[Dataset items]
-*-

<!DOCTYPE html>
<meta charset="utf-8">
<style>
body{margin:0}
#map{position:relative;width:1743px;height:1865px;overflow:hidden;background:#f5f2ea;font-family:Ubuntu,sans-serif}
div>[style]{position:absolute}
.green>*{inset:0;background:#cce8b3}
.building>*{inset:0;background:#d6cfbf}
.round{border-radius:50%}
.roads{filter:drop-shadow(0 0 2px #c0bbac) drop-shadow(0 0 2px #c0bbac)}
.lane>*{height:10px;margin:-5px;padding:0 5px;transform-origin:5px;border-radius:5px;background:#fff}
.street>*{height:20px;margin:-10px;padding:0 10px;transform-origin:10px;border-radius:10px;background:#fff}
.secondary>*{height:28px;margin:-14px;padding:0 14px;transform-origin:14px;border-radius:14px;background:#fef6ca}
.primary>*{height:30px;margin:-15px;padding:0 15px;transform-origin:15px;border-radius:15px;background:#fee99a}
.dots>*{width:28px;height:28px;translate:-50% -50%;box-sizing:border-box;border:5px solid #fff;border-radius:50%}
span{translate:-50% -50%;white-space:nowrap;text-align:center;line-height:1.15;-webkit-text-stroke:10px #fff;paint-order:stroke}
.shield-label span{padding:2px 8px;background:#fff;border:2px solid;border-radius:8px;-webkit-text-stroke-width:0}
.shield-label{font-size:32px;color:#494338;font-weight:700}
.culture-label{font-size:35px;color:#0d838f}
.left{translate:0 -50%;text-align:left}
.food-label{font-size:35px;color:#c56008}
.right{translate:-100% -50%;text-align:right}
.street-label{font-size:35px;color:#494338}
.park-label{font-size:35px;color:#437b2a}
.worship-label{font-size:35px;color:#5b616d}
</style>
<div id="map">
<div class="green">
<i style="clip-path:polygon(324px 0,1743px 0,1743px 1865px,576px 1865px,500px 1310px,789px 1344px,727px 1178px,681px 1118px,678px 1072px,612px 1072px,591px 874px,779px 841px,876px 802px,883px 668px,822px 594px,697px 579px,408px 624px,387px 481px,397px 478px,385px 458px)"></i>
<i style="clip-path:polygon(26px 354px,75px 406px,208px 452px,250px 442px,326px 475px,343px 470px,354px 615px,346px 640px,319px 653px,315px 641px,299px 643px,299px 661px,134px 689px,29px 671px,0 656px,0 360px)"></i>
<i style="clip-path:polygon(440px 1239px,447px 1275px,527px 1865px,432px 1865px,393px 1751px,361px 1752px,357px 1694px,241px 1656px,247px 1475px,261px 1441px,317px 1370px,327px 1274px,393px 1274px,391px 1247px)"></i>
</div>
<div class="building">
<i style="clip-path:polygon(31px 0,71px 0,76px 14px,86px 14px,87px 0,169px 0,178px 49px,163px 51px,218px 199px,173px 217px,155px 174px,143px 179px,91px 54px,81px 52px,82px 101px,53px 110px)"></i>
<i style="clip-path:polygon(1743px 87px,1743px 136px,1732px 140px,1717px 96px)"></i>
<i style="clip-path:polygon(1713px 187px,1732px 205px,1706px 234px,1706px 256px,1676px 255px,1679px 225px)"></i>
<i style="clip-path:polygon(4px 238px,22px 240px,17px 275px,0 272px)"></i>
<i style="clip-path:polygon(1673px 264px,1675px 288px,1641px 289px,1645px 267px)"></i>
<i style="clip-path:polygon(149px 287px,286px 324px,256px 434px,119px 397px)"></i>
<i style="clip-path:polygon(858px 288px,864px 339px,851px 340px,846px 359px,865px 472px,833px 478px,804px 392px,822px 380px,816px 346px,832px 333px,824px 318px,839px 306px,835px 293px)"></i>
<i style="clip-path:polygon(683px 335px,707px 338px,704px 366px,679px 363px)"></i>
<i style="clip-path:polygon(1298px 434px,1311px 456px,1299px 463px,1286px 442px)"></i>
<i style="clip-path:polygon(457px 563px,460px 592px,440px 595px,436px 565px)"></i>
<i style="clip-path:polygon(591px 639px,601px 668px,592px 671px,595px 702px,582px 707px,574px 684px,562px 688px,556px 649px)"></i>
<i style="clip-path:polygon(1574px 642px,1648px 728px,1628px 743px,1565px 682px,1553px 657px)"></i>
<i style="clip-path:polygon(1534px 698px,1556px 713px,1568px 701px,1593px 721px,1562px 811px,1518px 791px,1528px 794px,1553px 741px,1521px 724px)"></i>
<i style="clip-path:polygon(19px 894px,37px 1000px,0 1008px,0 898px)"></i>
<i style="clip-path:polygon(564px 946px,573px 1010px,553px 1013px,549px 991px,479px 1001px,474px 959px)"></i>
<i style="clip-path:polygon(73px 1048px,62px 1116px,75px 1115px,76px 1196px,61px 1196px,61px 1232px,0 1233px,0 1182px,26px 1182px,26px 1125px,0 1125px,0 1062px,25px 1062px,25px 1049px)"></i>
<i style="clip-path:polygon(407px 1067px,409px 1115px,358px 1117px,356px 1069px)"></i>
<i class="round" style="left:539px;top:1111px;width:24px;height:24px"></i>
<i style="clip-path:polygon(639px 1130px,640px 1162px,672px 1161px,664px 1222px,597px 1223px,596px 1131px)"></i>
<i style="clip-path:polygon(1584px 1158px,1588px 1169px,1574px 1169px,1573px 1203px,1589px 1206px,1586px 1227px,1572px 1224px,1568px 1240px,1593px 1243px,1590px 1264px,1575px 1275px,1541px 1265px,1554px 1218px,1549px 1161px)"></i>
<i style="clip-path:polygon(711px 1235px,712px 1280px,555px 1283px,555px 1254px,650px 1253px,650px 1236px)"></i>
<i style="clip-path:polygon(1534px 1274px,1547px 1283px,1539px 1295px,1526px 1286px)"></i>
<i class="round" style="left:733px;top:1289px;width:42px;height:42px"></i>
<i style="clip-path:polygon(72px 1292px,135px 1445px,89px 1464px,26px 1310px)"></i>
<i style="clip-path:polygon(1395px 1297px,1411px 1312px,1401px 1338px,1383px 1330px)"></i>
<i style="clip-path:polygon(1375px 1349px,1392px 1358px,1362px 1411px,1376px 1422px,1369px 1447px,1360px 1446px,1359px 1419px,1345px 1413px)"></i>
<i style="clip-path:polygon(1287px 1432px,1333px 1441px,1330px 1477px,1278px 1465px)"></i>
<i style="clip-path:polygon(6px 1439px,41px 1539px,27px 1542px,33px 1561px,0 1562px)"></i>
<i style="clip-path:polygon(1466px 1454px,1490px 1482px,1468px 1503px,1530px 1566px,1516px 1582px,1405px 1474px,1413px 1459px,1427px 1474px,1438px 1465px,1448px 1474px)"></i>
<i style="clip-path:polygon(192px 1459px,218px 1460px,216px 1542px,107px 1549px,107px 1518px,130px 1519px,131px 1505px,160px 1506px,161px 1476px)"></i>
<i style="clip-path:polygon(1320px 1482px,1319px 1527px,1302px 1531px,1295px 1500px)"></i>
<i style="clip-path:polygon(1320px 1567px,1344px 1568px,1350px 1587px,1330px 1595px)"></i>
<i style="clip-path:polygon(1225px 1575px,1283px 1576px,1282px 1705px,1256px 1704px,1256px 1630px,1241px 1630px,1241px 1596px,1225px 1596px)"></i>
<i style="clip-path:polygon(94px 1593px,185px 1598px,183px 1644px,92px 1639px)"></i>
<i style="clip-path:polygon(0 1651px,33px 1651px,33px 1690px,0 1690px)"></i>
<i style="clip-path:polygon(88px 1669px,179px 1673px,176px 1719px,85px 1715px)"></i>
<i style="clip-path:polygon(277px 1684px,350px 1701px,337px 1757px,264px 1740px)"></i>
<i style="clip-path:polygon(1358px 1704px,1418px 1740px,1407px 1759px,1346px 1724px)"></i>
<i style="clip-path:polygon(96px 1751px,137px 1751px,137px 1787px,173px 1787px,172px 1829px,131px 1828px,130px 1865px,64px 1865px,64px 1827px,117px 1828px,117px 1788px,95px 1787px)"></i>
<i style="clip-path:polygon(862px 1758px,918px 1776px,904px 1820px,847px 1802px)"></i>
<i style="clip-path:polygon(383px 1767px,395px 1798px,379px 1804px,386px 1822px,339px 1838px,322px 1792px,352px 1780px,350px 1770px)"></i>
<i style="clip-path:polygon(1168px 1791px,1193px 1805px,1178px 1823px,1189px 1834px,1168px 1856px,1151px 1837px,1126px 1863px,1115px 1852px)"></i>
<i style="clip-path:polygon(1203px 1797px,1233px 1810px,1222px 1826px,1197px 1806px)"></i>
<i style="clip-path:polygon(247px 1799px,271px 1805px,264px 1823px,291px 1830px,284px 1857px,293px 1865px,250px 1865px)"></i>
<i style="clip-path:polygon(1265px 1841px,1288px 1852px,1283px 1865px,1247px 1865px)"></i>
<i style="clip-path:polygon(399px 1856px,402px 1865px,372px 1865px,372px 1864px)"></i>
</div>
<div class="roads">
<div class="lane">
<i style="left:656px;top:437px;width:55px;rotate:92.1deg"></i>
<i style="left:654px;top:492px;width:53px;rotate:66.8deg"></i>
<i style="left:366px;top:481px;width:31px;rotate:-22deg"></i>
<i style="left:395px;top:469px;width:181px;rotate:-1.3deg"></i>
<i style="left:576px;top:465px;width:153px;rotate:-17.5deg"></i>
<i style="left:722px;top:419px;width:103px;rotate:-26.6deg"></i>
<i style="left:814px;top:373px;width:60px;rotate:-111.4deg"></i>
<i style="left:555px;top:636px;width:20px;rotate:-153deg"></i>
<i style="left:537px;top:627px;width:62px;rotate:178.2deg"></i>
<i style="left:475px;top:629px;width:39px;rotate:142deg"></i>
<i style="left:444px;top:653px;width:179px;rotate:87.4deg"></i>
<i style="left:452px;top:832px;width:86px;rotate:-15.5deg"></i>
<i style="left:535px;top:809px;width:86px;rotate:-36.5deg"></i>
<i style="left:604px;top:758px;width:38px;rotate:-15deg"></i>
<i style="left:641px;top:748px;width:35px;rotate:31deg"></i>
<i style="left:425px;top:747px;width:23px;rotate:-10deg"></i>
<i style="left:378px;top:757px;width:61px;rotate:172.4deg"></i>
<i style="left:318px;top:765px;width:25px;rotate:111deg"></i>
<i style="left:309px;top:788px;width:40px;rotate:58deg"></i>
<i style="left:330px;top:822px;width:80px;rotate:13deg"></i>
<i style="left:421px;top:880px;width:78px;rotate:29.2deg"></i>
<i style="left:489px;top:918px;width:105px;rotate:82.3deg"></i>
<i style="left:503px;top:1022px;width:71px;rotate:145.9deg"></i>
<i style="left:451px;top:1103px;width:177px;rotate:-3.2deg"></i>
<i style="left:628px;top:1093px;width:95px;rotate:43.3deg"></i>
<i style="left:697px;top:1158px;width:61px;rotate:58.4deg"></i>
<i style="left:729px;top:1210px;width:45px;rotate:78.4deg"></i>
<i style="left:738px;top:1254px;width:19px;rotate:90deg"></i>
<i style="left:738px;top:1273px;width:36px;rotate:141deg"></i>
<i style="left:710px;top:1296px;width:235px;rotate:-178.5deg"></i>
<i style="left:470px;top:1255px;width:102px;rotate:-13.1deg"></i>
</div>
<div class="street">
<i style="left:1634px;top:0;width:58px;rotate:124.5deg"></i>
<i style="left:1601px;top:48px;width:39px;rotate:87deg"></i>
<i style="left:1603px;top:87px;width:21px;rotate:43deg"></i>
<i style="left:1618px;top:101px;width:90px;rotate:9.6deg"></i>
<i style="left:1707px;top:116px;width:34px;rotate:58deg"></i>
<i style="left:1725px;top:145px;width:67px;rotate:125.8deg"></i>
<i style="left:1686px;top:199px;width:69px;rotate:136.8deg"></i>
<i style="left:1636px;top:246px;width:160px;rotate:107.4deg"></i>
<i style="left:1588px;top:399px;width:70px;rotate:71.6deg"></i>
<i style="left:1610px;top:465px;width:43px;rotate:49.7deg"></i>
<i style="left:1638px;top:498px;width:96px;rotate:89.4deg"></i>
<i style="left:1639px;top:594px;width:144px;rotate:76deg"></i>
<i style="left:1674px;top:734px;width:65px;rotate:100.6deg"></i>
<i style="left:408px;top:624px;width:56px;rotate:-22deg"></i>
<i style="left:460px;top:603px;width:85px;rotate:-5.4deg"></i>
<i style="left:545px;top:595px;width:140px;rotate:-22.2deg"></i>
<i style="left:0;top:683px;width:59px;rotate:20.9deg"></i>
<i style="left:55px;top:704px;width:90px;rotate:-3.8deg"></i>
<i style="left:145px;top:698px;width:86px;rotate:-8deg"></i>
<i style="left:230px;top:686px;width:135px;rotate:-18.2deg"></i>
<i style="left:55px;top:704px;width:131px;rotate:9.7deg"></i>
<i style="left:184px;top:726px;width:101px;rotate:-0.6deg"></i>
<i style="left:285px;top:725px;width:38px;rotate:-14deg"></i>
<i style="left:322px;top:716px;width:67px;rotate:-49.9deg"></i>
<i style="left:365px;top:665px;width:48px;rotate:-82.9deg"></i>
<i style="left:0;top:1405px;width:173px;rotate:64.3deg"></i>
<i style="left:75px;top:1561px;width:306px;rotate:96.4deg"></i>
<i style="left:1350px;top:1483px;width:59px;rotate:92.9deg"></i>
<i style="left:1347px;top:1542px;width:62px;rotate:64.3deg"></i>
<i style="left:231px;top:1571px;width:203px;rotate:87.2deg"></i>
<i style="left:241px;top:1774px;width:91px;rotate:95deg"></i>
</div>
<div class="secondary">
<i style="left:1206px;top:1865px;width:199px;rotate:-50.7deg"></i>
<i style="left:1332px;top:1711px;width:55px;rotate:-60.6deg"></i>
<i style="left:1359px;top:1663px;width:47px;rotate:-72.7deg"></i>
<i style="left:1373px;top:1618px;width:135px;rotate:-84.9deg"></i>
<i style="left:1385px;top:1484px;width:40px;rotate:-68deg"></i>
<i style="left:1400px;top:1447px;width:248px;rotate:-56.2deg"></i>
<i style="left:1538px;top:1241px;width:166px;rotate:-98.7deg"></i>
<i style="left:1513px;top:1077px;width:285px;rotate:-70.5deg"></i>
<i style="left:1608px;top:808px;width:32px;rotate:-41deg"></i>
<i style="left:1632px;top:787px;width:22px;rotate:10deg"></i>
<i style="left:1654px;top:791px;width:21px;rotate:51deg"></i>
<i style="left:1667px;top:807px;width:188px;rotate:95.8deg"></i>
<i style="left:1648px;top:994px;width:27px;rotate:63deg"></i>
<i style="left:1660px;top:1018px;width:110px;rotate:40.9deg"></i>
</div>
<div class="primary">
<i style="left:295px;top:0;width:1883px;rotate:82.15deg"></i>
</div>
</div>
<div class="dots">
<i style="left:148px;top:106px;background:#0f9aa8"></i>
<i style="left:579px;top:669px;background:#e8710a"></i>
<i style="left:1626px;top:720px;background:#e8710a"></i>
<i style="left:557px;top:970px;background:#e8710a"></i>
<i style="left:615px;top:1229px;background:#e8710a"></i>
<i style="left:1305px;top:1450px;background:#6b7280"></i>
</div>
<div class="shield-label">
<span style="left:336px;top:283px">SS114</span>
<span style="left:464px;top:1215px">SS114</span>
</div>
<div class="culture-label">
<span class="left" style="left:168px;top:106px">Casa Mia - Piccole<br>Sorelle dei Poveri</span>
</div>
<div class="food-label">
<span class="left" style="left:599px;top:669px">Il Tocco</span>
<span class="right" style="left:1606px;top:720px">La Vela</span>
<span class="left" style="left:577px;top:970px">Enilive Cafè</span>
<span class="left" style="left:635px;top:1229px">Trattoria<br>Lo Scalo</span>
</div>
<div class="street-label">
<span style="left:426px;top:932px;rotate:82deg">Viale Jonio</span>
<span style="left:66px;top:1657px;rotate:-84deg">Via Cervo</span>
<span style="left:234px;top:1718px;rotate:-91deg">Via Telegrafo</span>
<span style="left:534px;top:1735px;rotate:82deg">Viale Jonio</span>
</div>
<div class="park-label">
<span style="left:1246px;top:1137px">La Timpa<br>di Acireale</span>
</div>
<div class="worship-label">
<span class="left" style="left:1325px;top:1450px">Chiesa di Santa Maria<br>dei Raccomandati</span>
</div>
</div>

-*-

_TASK REQUIREMENTS_: Scan the data above, find each line with "roads", and copy it.

_COMPLETED TASK_:
.roads{filter:drop-shadow(0 0 2px #c0bbac) drop-shadow(0 0 2px #c0bbac)}
<div class="roads">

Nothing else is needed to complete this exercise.